Saved entries
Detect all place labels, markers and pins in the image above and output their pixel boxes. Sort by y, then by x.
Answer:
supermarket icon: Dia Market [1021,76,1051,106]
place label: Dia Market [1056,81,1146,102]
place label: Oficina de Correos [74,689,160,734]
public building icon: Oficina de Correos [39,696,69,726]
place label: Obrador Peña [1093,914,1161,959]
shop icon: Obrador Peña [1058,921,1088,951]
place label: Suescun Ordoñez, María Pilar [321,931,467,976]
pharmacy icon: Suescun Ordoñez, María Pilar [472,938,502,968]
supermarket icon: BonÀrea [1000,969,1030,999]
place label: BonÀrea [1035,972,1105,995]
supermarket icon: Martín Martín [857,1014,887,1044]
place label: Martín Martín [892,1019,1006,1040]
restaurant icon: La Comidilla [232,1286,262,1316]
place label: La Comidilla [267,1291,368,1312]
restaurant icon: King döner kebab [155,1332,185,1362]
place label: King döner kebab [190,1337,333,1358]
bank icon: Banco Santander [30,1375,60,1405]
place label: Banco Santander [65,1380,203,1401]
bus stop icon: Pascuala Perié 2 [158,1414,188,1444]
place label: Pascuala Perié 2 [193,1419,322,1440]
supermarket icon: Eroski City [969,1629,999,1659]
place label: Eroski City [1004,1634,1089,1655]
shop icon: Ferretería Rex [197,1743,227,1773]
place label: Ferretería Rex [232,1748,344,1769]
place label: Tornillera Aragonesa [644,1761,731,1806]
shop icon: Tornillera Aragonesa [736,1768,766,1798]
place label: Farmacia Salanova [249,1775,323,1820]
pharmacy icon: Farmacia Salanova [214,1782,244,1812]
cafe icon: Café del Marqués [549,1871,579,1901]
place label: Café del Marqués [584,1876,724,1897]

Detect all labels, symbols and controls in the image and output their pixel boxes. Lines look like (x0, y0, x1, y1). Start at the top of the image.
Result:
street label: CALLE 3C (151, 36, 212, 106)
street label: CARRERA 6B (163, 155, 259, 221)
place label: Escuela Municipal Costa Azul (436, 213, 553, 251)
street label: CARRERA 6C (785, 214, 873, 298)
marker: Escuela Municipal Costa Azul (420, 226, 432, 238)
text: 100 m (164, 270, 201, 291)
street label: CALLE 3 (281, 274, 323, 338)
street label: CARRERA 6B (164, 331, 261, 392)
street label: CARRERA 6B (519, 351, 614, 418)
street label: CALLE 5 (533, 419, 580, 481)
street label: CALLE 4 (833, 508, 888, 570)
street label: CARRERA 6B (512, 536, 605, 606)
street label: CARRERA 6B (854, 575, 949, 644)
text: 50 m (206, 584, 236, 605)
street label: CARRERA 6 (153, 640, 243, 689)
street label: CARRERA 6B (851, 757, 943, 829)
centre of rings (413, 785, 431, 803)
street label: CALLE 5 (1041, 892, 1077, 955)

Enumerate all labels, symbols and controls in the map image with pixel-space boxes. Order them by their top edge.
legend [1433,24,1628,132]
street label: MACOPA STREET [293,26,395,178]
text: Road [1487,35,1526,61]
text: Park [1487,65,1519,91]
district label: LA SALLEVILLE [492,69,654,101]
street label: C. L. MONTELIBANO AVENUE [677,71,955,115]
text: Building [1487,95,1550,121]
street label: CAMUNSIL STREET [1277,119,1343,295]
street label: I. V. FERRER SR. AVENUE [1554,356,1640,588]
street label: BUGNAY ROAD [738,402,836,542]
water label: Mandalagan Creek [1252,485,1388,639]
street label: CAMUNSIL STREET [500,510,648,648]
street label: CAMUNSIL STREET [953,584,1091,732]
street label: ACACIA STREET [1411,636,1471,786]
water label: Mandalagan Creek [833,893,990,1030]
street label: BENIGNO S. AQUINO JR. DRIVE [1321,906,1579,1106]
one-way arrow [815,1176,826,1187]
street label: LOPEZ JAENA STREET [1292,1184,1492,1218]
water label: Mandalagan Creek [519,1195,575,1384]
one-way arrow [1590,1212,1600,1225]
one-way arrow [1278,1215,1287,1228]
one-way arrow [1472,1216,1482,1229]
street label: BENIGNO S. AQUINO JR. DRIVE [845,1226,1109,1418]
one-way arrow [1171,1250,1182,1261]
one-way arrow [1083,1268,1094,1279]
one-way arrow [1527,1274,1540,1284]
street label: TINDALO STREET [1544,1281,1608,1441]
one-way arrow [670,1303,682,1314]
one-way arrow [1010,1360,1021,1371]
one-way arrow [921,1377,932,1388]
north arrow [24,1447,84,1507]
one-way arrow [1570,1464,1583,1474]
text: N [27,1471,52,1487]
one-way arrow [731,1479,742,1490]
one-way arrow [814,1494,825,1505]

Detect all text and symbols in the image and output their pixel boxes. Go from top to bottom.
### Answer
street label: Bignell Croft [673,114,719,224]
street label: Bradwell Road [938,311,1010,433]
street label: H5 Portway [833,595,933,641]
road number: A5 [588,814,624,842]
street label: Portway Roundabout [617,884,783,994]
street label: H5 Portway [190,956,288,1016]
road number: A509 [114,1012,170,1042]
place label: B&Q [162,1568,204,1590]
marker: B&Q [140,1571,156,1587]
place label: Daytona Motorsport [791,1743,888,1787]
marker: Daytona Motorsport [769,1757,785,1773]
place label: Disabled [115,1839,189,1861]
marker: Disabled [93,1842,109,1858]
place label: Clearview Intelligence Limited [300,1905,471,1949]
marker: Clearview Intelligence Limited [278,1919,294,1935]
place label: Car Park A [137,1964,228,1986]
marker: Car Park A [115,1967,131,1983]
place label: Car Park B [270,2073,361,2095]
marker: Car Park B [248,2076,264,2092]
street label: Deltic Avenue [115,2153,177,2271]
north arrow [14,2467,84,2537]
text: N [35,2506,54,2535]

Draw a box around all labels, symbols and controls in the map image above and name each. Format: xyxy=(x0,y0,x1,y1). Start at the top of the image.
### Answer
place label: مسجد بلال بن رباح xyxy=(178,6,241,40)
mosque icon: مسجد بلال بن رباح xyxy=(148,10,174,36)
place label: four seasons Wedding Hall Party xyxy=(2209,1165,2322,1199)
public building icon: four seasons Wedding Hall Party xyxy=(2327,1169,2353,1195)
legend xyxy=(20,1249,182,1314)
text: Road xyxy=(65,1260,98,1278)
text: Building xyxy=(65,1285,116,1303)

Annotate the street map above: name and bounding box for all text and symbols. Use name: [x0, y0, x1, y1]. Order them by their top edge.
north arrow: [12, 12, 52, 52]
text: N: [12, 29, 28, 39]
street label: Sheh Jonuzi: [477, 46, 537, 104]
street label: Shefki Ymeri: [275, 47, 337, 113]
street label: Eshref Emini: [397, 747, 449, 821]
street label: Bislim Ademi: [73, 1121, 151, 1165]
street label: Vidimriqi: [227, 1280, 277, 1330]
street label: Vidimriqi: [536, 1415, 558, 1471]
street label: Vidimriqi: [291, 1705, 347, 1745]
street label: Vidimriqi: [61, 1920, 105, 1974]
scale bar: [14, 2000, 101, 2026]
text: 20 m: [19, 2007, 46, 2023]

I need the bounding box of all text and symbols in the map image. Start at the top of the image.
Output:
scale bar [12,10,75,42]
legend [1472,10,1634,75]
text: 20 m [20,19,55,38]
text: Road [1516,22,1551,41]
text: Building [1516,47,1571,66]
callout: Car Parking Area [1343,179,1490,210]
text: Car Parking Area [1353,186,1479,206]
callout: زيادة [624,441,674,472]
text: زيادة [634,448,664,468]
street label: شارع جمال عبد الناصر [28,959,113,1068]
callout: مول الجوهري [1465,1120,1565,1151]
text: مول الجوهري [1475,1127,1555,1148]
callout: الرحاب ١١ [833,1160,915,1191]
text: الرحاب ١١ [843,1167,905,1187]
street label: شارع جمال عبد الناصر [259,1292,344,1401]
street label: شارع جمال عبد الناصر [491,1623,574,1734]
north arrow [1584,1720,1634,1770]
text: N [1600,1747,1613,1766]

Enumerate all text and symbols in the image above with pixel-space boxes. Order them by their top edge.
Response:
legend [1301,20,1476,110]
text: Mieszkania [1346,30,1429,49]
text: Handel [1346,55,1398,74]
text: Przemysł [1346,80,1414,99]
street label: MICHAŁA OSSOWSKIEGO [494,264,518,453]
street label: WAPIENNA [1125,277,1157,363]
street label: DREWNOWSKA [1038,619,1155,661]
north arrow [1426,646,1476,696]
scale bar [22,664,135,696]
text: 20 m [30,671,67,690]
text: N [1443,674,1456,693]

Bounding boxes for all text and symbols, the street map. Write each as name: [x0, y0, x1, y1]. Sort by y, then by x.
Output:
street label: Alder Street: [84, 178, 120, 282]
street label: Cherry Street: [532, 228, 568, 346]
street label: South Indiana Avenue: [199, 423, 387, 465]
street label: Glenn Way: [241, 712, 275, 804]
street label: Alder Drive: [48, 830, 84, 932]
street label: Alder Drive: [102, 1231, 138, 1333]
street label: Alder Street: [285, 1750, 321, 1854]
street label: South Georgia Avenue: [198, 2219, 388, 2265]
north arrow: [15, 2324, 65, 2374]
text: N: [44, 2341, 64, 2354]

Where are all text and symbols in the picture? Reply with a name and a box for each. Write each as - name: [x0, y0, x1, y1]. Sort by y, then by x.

:: WHAT TO DO ::
Every line in the data above that includes the word "Write" should be copied.

:: WRITTEN RESPONSE ::
Bounding boxes for all text and symbols, the street map. Write each as name: [x0, y0, x1, y1]. Sort by y, then by x.
Where are all text and symbols in the picture? Reply with a name and a box for each. Write each as - name: [x0, y0, x1, y1]. Sort by y, then by x.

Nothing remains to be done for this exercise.